Randstad Holding NV was created in 1978 — all divisions were then assembled under that umbrella. In 2008, the company sold its unit in Portugal to Kelly Services.

In March 2011, Frits Goldschmeding resigned as vice chairman of the Supervisory Board. His last term ran from 2007 to 2011.

== Four main specializations ==
Randstad support talent and clients through several primary brands and specialized business lines, categorized into Operational, Professional, Digital, and Enterprise solutions.

- Randstad Operational: Focuses on high-volume staffing in sectors such as manufacturing, logistics, and hospitality.
- Randstad Professional: Provides recruitment for middle and senior management roles across finance, engineering, healthcare, and human resources. This includes brands like Yacht (Netherlands) and Expectra (France).
- Randstad Digital: Launched in 2023, this global brand consolidates the company's IT, cloud, data, and engineering capabilities. It functions as a digital enablement partner, offering managed solutions, talent services, and global talent centers.
- Randstad Enterprise: This business line provides global talent lifecycle solutions for large-scale organizations. It integrates the services formerly known as Randstad Sourceright and Randstad RiseSmart:
  - Recruitment Process Outsourcing (RPO): Externalization of permanent recruitment functions.
  - Managed Services Programs (MSP): Management of contingent workforces and vendor neutral integrations.
  - Outplacement (via RiseSmart), and redeployment services.

==Acquisitions==
In 2008, Randstad acquired Vedior for €3.3 billion and scaled up across Europe.

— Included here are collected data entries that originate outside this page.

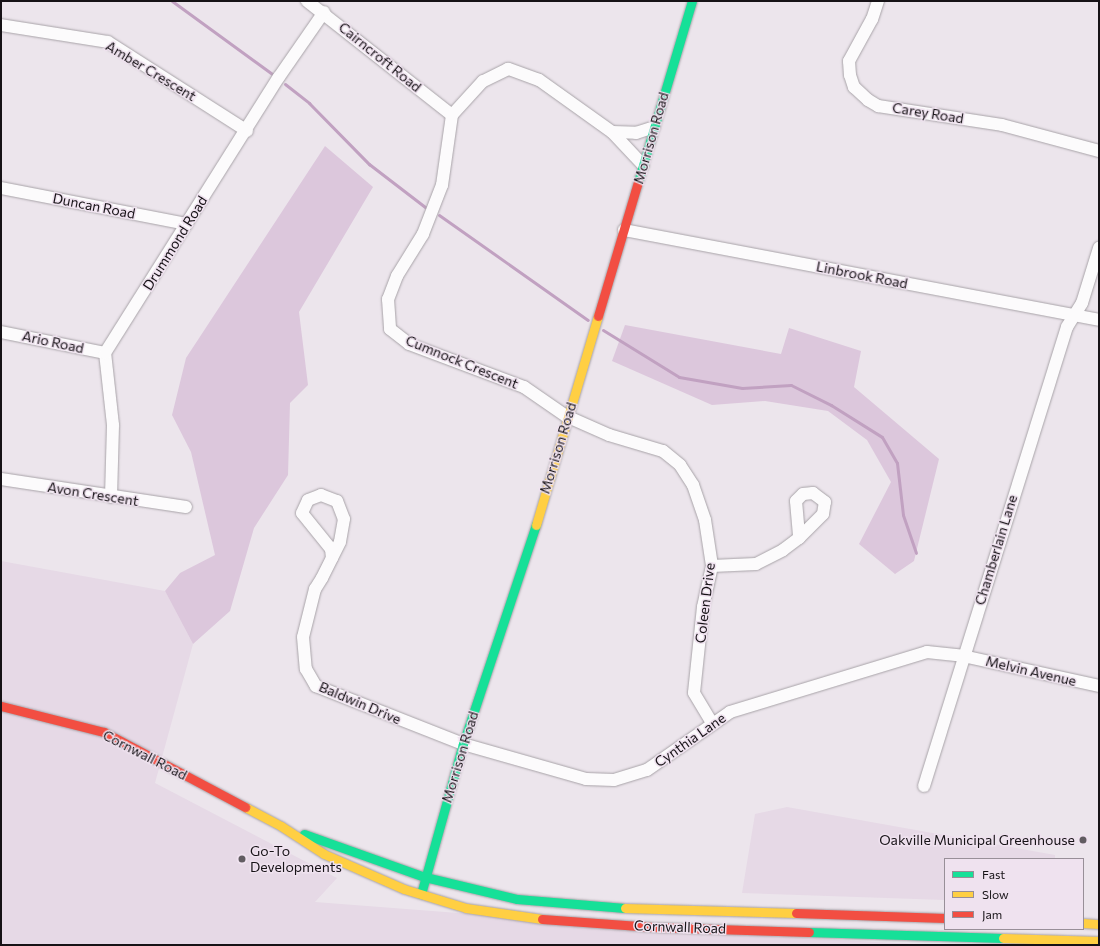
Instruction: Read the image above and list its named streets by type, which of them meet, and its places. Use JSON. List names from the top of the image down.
{
  "streets": {
    "main road": ["Morrison Road", "Cornwall Road"],
    "street": [
      "Cairncroft Road",
      "Amber Crescent",
      "Carey Road",
      "Duncan Road",
      "Drummond Road",
      "Linbrook Road",
      "Ario Road",
      "Cumnock Crescent",
      "Avon Crescent",
      "Chamberlain Lane",
      "Coleen Drive",
      "Melvin Avenue",
      "Baldwin Drive",
      "Cynthia Lane"
    ]
  },
  "crossings": [
    ["Cairncroft Road", "Drummond Road"],
    ["Cairncroft Road", "Cumnock Crescent"],
    ["Amber Crescent", "Drummond Road"],
    ["Morrison Road", "Linbrook Road"],
    ["Morrison Road", "Cumnock Crescent"],
    ["Morrison Road", "Coleen Drive"],
    ["Morrison Road", "Baldwin Drive"],
    ["Morrison Road", "Cynthia Lane"],
    ["Morrison Road", "Cornwall Road"],
    ["Duncan Road", "Drummond Road"],
    ["Drummond Road", "Ario Road"],
    ["Linbrook Road", "Chamberlain Lane"],
    ["Cumnock Crescent", "Coleen Drive"],
    ["Chamberlain Lane", "Melvin Avenue"],
    ["Chamberlain Lane", "Cynthia Lane"],
    ["Coleen Drive", "Cynthia Lane"],
    ["Melvin Avenue", "Cynthia Lane"],
    ["Baldwin Drive", "Cynthia Lane"]
  ],
  "places": ["Oakville Municipal Greenhouse", "Go-To Developments"],
  "legend": ["Fast", "Slow", "Jam"]
}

In September 2011, Randstad acquired Spherion for $770 million.

In August 2016, Randstad acquired Monster.com for $429 million in cash. In September 2024, Monster.com merged with CareerBuilder, and funds managed by Apollo Global Management became the majority owner of the websites, with Randstad retaining a minority investment.

In 2024, Randstad acquired Torc, an AI-powered talent marketplace, to enhance its digital engineering delivery.

== Sponsorships ==
Randstad was a sponsor of Formula One team Williams F1 from 2006 until 2017.

In 2019, Randstad became the sponsor of Italian Formula 1 team Scuderia Toro Rosso (known as Scuderia AlphaTauri from 2020-2024 and Racing Bulls since 2024).